Comment by Gabe Black (gblack) - Thursday, 20 January 2011, 10:45AM

Your command line to reproduce the problem looks like it's for ALPHA_FS, not X86_FS. Could you please provide the one you used for X86?


Comment by Brad Beckmann (beckmabd) - Thursday, 20 January 2011, 11:40AM

Oops...it is the same command line, just a different binary:

util/checkpoint-tester.py -i 2000 -- build/X86_FS_MOESI_hammer/m5.debug configs/example/fs.py --script test/halt.sh


Comment by Gabe Black (gblack) - Saturday, 22 January 2011, 01:42AM

I looked at this, and there are still some problems with your command line.

1. X86_FS_MOESI_hammer doesn't exist in the public repository. I created it by merging ALPHA_SE_MOESI_hammer and X86_FS
2. The X86 FS files available publicly don't yet, to the best of my knowledge, support the --script option to fs.py. It's unnecessary anyway since the simulation is stopped long, long before it gets to user land.
3. The version of fs.py in the public repository doesn't seem to want to run without --kernel being specified. I don't remember for sure if I added a default, but apparently I didn't.

I have some basic ideas about what actually makes the checker upset, but I need to look at it again more carefully.


Comment by Brad Beckmann (beckmabd) - Sunday, 23 January 2011, 11:48AM

Responses below:

1. Actually I don't believe the MOESI_hammer part of the binary is important at all. It just happened to be the particular binary I had built when observing the issue. Since the test uses X86_FS in atomic mode, any X86_FS binary should behave the same.
2. Yes, the script option doesn't matter either. I only specified it because I copied it from the example listed in checkpoint-tester.py.
3. I believe that since each user may have their kernel in different locations that it made sense that a default wasn't specified. I'll send you a separate mail with the specific kernel I used.
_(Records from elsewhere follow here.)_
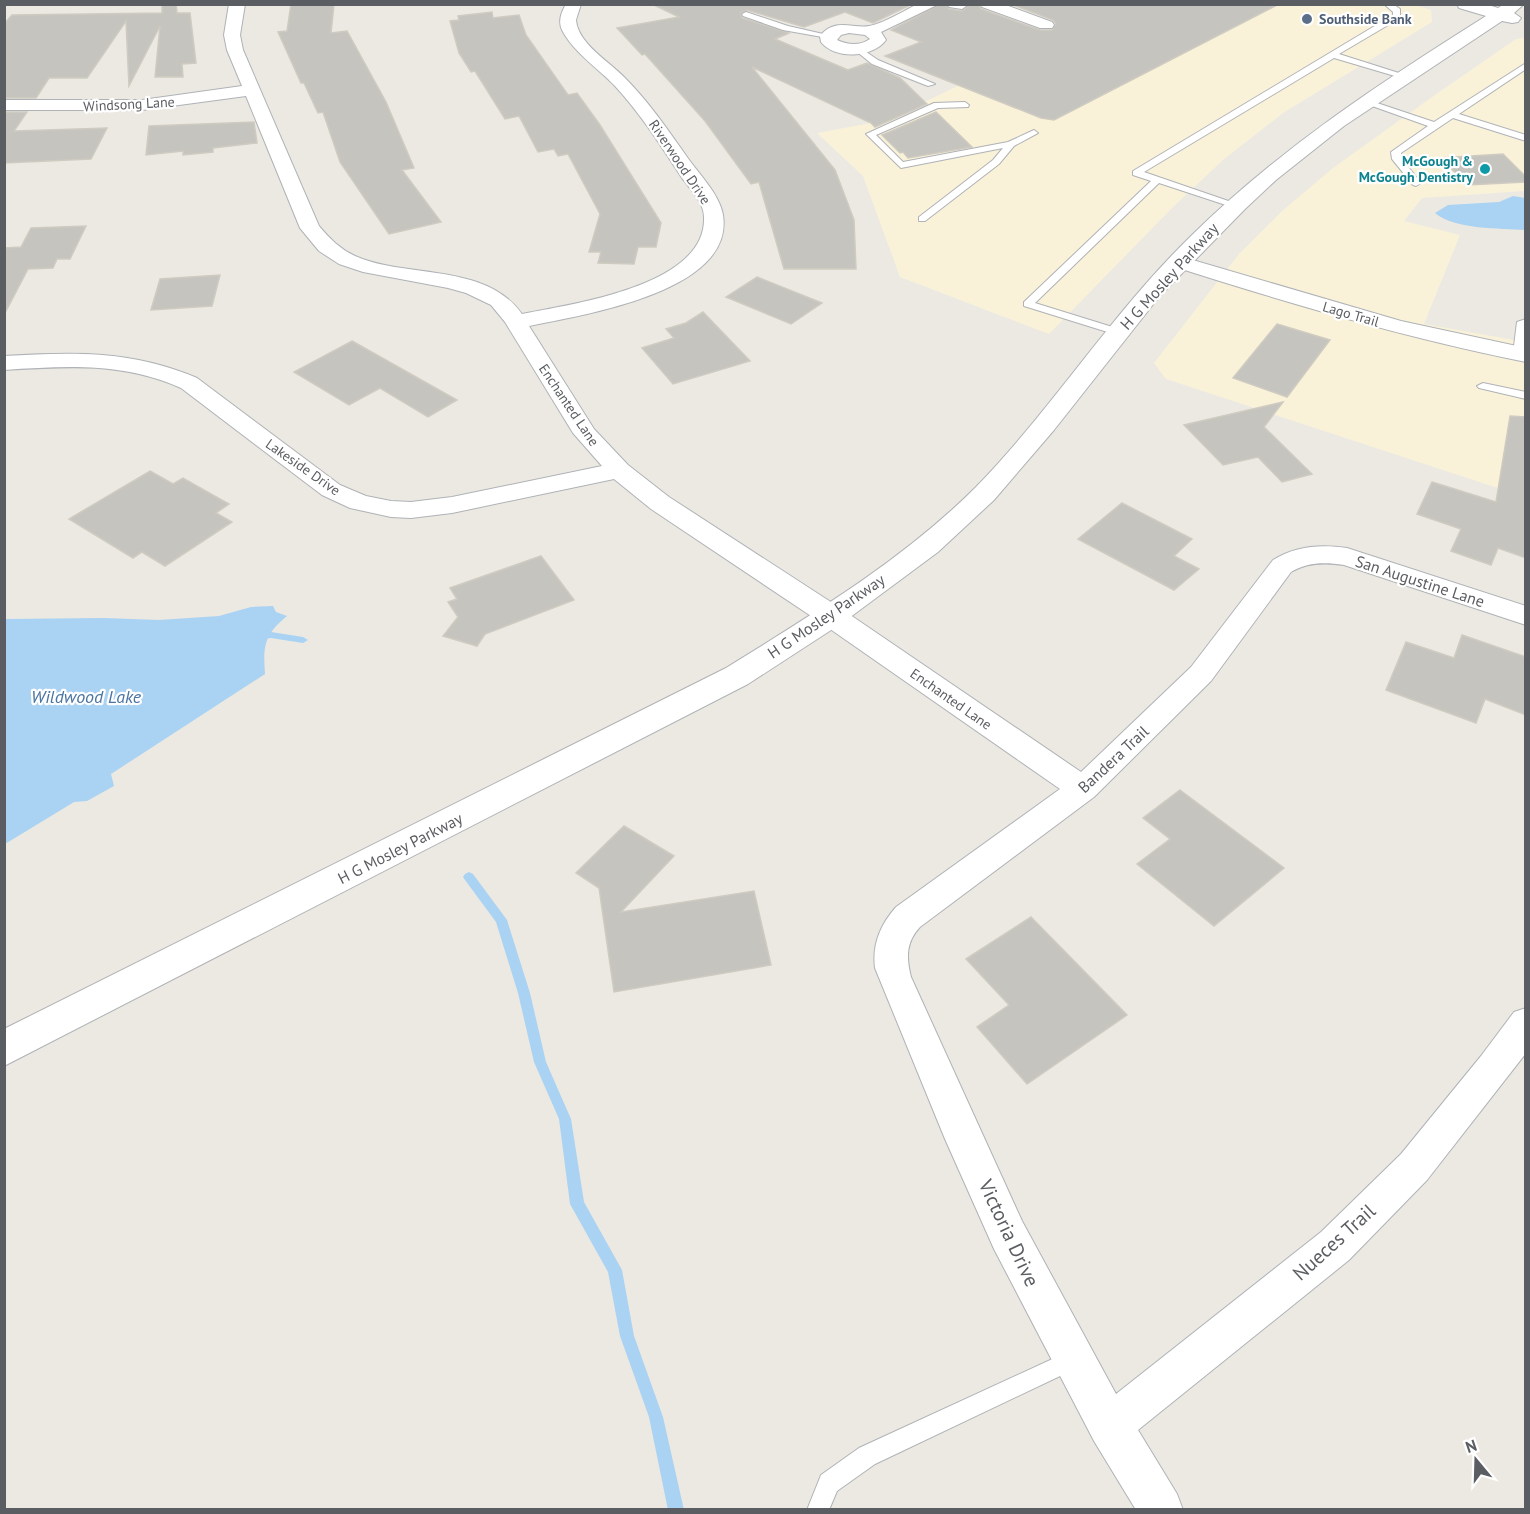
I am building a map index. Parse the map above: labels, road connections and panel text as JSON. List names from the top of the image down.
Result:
{
  "streets": {
    "main road": ["H G Mosley Parkway"],
    "street": [
      "Windsong Lane",
      "Riverwood Drive",
      "Lago Trail",
      "Enchanted Lane",
      "Lakeside Drive",
      "San Augustine Lane",
      "Bandera Trail",
      "Victoria Drive",
      "Nueces Trail"
    ]
  },
  "crossings": [
    ["Windsong Lane", "Enchanted Lane"],
    ["Riverwood Drive", "Enchanted Lane"],
    ["H G Mosley Parkway", "Lago Trail"],
    ["H G Mosley Parkway", "Enchanted Lane"],
    ["Enchanted Lane", "Lakeside Drive"],
    ["Enchanted Lane", "Bandera Trail"],
    ["San Augustine Lane", "Bandera Trail"],
    ["Bandera Trail", "Victoria Drive"],
    ["Victoria Drive", "Nueces Trail"]
  ],
  "water": ["Wildwood Lake"],
  "places": ["Southside Bank", "McGough & McGough Dentistry"],
  "north": "top"
}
So in summary, the following commands also lead to the exact same problem:

% scons -j 4 default=X86_FS build/X86_FS/m5.debug USE_MYSQL=False NO_FAST_ALLOC=1 EXTRAS=
% util/checkpoint-tester.py -i 2000 -- build/X86_FS/m5.debug configs/example/fs.py


Comment by Gabe Black (gblack) - Sunday, 23 January 2011, 10:55PM

Yeah, I was able to reproduce the problem so that wasn't an issue, I just wanted to point out the differences in case somebody else wanted to reproduce it too. I poked at it a bit and have some idea what's going on, but I need to dig into what I was seeing a little deeper so I don't go charging off in the wrong direction.